First Author  Yoshikawa F Year  1999
Journal  J Biol Chem Volume  274
Issue  1 Pages  316-27
PubMed ID  9867846 Mgi Jnum  J:51825
Mgi Id  MGI:1327005 Doi  10.1074/jbc.274.1.316
Citation  Yoshikawa F, et al. (1999) Trypsinized cerebellar inositol 1,4,5-trisphosphate receptor. Structural and functional coupling of cleaved ligand binding and channel domains. J Biol Chem 274(1):316-27
abstractText  The type 1 inositol 1,4,5-trisphosphate receptor (IP3R1) is a tetrameric intracellular inositol 1,4,5-trisphosphate (IP3)-gated Ca2+ release channel (calculated molecular mass = approximately 313 kDa/subunit). We studied structural and functional coupling in this protein complex by limited (controlled) trypsinization of membrane fractions from mouse cerebellum, the predominant site for IP3R1. Mouse IP3R1 (mIP3R1) was trypsinized into five major fragments (I-V) that were positioned on the entire mIP3R1 sequence by immuno-probing with 11 site-specific antibodies and by micro-sequencing of the N termini. Four fragments I-IV were derived from the N-terminal cytoplasmic region where the IP3-binding region extended over two fragments I (40/37 kDa) and II (64 kDa). The C-terminal fragment V (91 kDa) included the membrane-spanning channel region. All five fragments were pelleted by centrifugation as were membrane proteins. Furthermore, after solubilizing with 1% Triton X-100, all were co-immunoprecipitated with the C terminus-specific monoclonal antibody that recognized only the fragment V. These data suggested that the native mIP3R1-channel is an assembly of four subunits, each of which is constituted by non-covalent interactions of five major, well folded structural components I-V that are not susceptible to attack by mild trypsinolysis. Ca2+ release experiments further revealed that even the completely fragmented mIP3R1 retained significant IP3-induced Ca2+ release activity.
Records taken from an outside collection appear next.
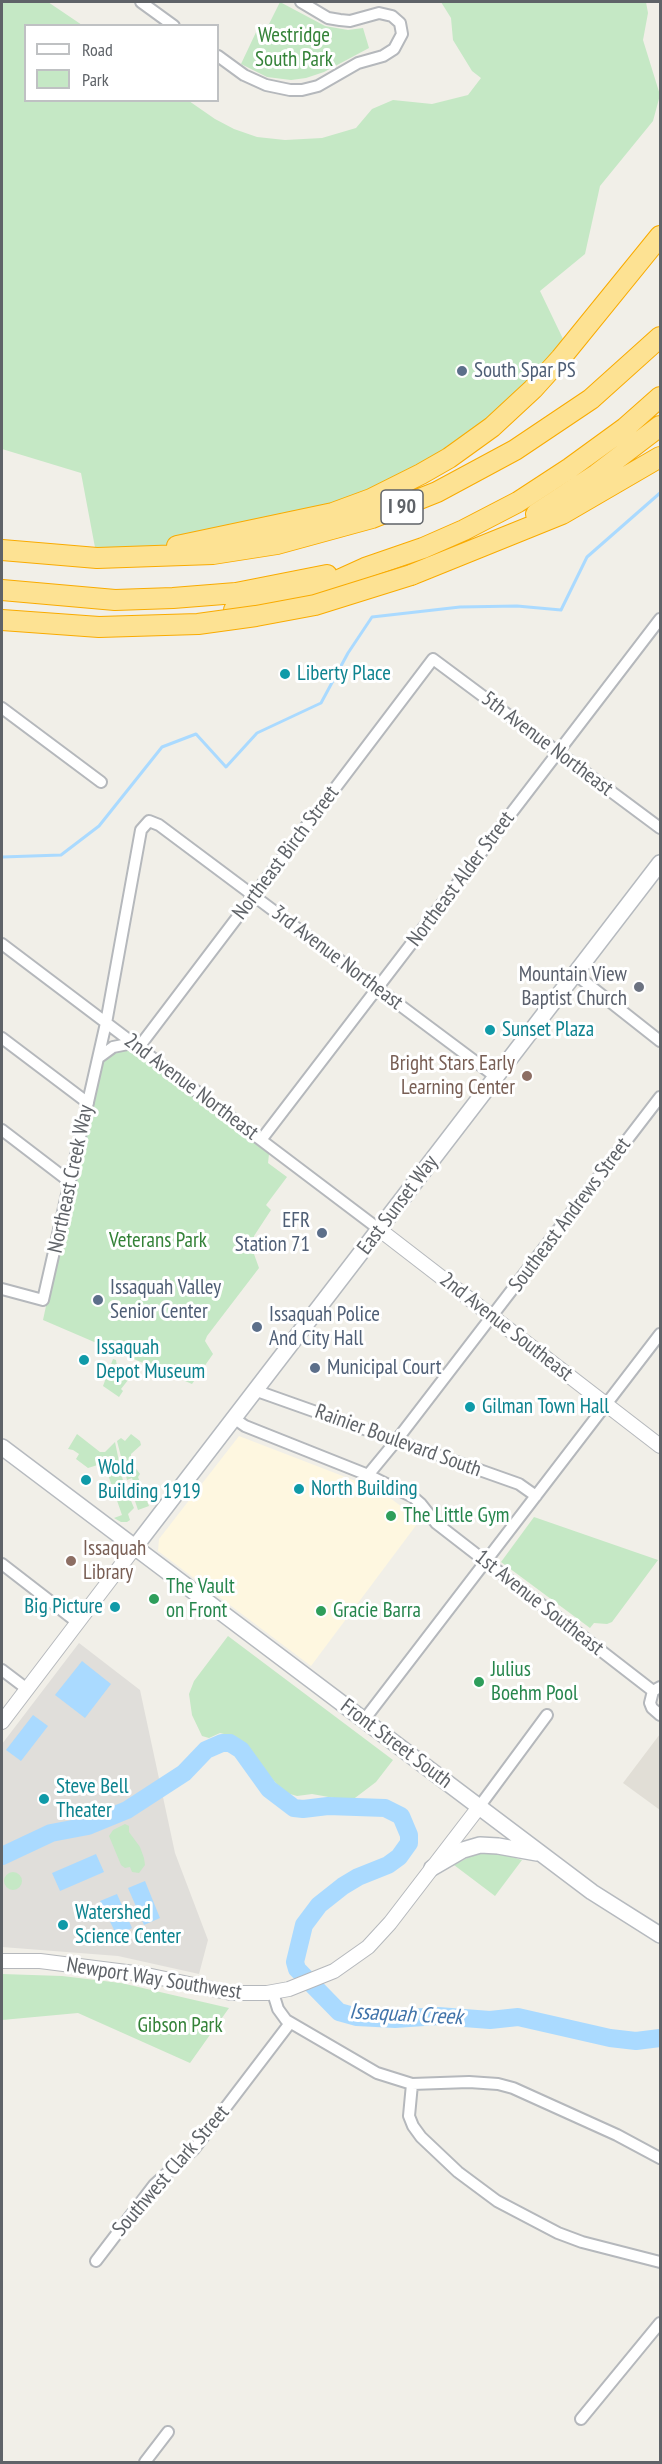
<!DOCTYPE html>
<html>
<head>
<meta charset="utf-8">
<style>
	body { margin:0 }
	#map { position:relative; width:662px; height:2464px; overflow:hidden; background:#f1efe8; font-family:"PT Sans Narrow",sans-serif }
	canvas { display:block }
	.frame { position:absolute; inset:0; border:3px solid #5f6368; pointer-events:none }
	.legend { position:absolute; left:24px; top:24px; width:195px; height:78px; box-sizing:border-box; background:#fff; border:2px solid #bfc1c3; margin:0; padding:8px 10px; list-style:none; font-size:18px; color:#5f6368 }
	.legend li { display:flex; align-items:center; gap:12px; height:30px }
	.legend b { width:30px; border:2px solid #bfc1c3 }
</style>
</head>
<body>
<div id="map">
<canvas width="662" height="2464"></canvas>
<div class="frame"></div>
<ul class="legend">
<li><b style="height:8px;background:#fff"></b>Road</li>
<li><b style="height:16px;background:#c5e8c5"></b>Park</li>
</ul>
</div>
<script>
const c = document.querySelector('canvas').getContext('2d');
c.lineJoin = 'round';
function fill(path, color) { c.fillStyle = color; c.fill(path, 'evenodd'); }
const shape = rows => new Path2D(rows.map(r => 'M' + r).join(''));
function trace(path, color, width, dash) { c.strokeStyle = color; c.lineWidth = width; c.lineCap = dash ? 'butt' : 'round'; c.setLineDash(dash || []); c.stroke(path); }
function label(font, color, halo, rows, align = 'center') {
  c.font = font + ' "PT Sans Narrow",sans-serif'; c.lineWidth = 6; c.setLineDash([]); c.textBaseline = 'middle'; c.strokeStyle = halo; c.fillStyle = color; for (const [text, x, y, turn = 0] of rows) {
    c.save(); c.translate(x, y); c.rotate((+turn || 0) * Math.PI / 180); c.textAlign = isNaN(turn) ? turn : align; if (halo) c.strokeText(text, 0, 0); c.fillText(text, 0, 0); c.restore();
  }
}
const commercial = shape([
	[239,1436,379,1490,420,1520,311,1666,158,1551,159,1539]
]);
const industrial = shape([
	[79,1643,140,1690,175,1853,208,1940,199,1974,118,1956,2,1947,2,1744]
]);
const education = shape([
	[660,1734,660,1810,623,1783]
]);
const green = shape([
	[2,2,48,2,82,25,26,26,26,100,189,101,215,119,234,129,257,137,285,140,322,138,356,128,372,109,393,100,432,104,468,95,481,78,472,71,453,40,451,18,441,2,646,2,648,13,643,40,660,95,653,121,600,186,585,254,540,291,564,341,503,407,461,440,390,483,256,531,97,558,81,473,2,449],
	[280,2,325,26,348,30,363,28,369,48,324,72,306,78,291,80,267,77,241,64,258,28,264,34],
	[124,1048,132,1049,269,1154,268,1163,287,1177,266,1205,271,1210,254,1236,254,1254,259,1268,207,1336,205,1341,213,1354,192,1384,43,1320,86,1120,103,1061,110,1052],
	[113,1359,116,1360,117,1366,126,1370,128,1366,136,1370,121,1389,123,1391,119,1397,103,1386],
	[77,1434,100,1452,105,1452,115,1442,123,1481,118,1484,123,1498,129,1496,134,1508,128,1514,130,1520,127,1522,121,1522,114,1518,122,1515,104,1463,88,1468,76,1459,79,1454,73,1450,68,1449],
	[131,1434,140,1441,141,1445,131,1454,131,1458,136,1462,134,1466,140,1474,138,1477,149,1506,138,1510,133,1495,137,1493,132,1478,127,1480,117,1441,121,1438,125,1441],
	[534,1517,658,1560,612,1622,607,1624,594,1623,590,1628,501,1562],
	[228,1636,393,1760,376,1782,351,1801,312,1794,297,1796,283,1792,244,1744,232,1736,220,1733,209,1738,202,1736,192,1715,189,1694,194,1681],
	[125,1824,129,1826,129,1832,140,1847,144,1858,145,1865,139,1873,132,1872,130,1867,125,1868,121,1865,109,1836,113,1830],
	[486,1852,495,1852,522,1860,495,1896,454,1865,473,1855],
	'4 1881a9 9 0 1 1 18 0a9 9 0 1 1-18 0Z',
	[2,1974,62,1976,121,1983,229,2008,190,2063,78,2013,2,2020]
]);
const water = shape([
	[82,1661,111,1684,85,1718,55,1695],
	[33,1715,48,1726,21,1761,6,1750],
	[96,1854,104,1872,60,1891,52,1873],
	[145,1881,160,1918,144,1925,128,1888],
	[117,1894,132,1928,117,1936,100,1901]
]);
const stream = shape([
	[2,857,61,855,99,826,162,747,196,734,226,767,257,733,321,703,348,653,372,617,460,607,517,606,561,610,587,557,660,493]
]);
const river = shape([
	[2,1856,51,1833,88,1826,127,1810,184,1773,206,1750,222,1743,230,1743,241,1750,269,1789,294,1808,303,1809,328,1806,385,1808,401,1816,409,1835,409,1843,399,1857,388,1865,358,1877,343,1886,319,1905,304,1925,295,1962,297,1969,339,2012,357,2017,395,2019,438,2016,490,2020,518,2017,610,2038,636,2041,660,2038]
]);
const minor = shape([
	[141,2,174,26],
	[218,56,244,75,266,85,290,90,302,90,318,86,358,63,383,56,394,49,402,34,400,23,392,16,379,13,350,21,340,20,328,18,301,2],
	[2,708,101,782],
	[2,944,380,1230],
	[575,974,660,1041],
	[2,1038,88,1103],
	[139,1047,433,659,660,828],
	[98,1058,113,1047,133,1043],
	[2,1130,70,1182],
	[261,1140,660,619],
	[2,1289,43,1300,106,1023,141,830,149,821,159,825,496,1077],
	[257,1391,519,1484,536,1496],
	[235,1419,245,1426,368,1475,413,1497,421,1504,436,1523,653,1691],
	[368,1475,396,1441,660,1097],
	[2,1564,77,1622],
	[2,1670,27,1689],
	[660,1687,653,1691,650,1703,652,1708,660,1715],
	[364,1720,660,1334],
	[479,1807,547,1715],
	[273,1993,278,2009,286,2020,377,2073,412,2084,469,2082,498,2084,513,2088,617,2135,660,2158],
	[412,2084,409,2116,413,2126,421,2137,458,2172,497,2201,558,2233,582,2242,660,2262],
	[96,2261,154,2185,194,2149,290,2023],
	[581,2419,660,2323],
	[145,2462,168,2432]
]);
const tertiary = shape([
	[380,1230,660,1446],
	[2,1722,135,1547],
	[2,1961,40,1961,142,1974,231,1993,267,1993,289,1989,334,1971,368,1947,390,1923,479,1807]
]);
const secondary = shape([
	[2,1447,592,1892,660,1935],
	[135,1547,660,863],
	[432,1868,463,1850,480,1845,498,1846,537,1853]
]);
const motorway = shape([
	[536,514,597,474,660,426],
	[177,546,333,513,371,499,421,474,449,458,492,427,533,389,561,358,660,236],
	[2,550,97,558,213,554,277,544,372,518,437,492,515,450,591,399,660,337],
	[411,575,562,514,660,457],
	[2,590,115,600,173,598,236,593,327,575],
	[234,610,312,592,365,568,423,548,464,530,518,502,570,468,625,428,660,397]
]);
const motorwayBridge = shape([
	[2,620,99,627,198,624,256,616,315,605,411,575]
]);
const markers = [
	[462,371,6,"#5c6f8a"],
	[285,674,6,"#0f9aa8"],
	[639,987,6,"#6b7280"],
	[490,1030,6,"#0f9aa8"],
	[527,1076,6,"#8d6e63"],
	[322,1233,6,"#5c6f8a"],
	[98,1300,6,"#5c6f8a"],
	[257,1327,6,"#5c6f8a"],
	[84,1360,6,"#0f9aa8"],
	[315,1368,6,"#5c6f8a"],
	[470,1407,6,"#0f9aa8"],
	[86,1480,6,"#0f9aa8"],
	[299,1489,6,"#0f9aa8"],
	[391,1516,6,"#2e9e5b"],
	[71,1561,6,"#8d6e63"],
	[154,1599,6,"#2e9e5b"],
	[115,1607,6,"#0f9aa8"],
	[321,1611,6,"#2e9e5b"],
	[479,1682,6,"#2e9e5b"],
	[44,1799,6,"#0f9aa8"],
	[63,1925,6,"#0f9aa8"]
];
const shields = [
	[402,507,42]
];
const shieldNames = [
	["I 90",402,507]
];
const parkNames = [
	["Westridge",294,36],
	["South Park",294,60],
	["Veterans Park",158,1241],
	["Gibson Park",180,2026]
];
const serviceNames = [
	["South Spar PS",474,371],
	["EFR",310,1221,"right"],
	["Station 71",310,1245,"right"],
	["Issaquah Valley",110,1288],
	["Senior Center",110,1312],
	["Issaquah Police",269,1315],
	["And City Hall",269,1339],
	["Municipal Court",327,1368]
];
const cultureNames = [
	["Liberty Place",297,674],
	["Sunset Plaza",502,1030],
	["Issaquah",96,1348],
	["Depot Museum",96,1372],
	["Gilman Town Hall",482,1407],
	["Wold",98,1468],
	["Building 1919",98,1492],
	["North Building",311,1489],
	["Big Picture",103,1607,"right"],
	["Steve Bell",56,1787],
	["Theater",56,1811],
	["Watershed",75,1913],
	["Science Center",75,1937]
];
const streetNames = [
	["5th Avenue Northeast",547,744,37],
	["Northeast Birch Street",286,853,-53],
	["Northeast Alder Street",461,879,-53],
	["3rd Avenue Northeast",337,958,37],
	["2nd Avenue Northeast",191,1087,37],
	["Northeast Creek Way",71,1179,-78],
	["East Sunset Way",398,1205,-53],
	["Southeast Andrews Street",570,1215,-53],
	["2nd Avenue Southeast",506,1327,38],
	["Rainier Boulevard South",398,1441,20],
	["1st Avenue Southeast",539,1603,38],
	["Front Street South",396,1744,37],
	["Newport Way Southwest",154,1979,9],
	["Southwest Clark Street",171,2171,-49]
];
const worshipNames = [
	["Mountain View",627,975],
	["Baptist Church",627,999]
];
const educationNames = [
	["Bright Stars Early",515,1064],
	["Learning Center",515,1088],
	["Issaquah",83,1549,"left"],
	["Library",83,1573,"left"]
];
const leisureNames = [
	["The Little Gym",403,1516],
	["The Vault",166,1587],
	["on Front",166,1611],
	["Gracie Barra",333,1611],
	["Julius",491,1670],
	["Boehm Pool",491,1694]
];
const waterNames = [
	["Issaquah Creek",406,2015,3]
];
fill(commercial, '#fef7e0');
fill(industrial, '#e0deda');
fill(education, '#e1ded6');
fill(green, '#c5e8c5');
fill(water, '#aadaff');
trace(stream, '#aadaff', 3);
trace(river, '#aadaff', 18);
trace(minor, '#b5b8bc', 14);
trace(tertiary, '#b5b8bc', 16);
trace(secondary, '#b6babf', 18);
trace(motorway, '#f9ab00', 22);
trace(minor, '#fff', 10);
trace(tertiary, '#fff', 14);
trace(secondary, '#fff', 15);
trace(motorway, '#fde293', 20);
trace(motorwayBridge, '#f9ab00', 22, []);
trace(motorwayBridge, '#fde293', 20);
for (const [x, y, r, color] of markers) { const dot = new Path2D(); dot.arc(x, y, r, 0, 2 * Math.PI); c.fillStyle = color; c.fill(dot); trace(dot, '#fff', 2); }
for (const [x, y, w] of shields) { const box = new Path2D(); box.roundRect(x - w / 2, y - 17, w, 34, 4.5); c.fillStyle = '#fff'; c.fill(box); trace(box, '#5f6368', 1.5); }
label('bold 20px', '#5f6368', null, shieldNames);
label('21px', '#348238', '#fff', parkNames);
label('21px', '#4e5e75', '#fff', serviceNames, 'left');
label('21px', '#0d838f', '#fff', cultureNames, 'left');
label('21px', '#5f6368', '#fff', streetNames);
label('21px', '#5b616d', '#fff', worshipNames, 'right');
label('21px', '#785e54', '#fff', educationNames, 'right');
label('21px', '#27864d', '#fff', leisureNames, 'left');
label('italic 22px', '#4174aa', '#fff', waterNames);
</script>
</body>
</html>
These data suggest that structural coupling among five split components conducts functional coupling for IP3-induced Ca2+ release, despite the loss of peptide linkages. We propose structural-functional coupling in the mIP3R1, that is neighboring coupling between components I and II for IP3 binding and long-distant coupling between the IP3 binding region and the channel region (component V) beyond trypsinized gaps for ligand gating.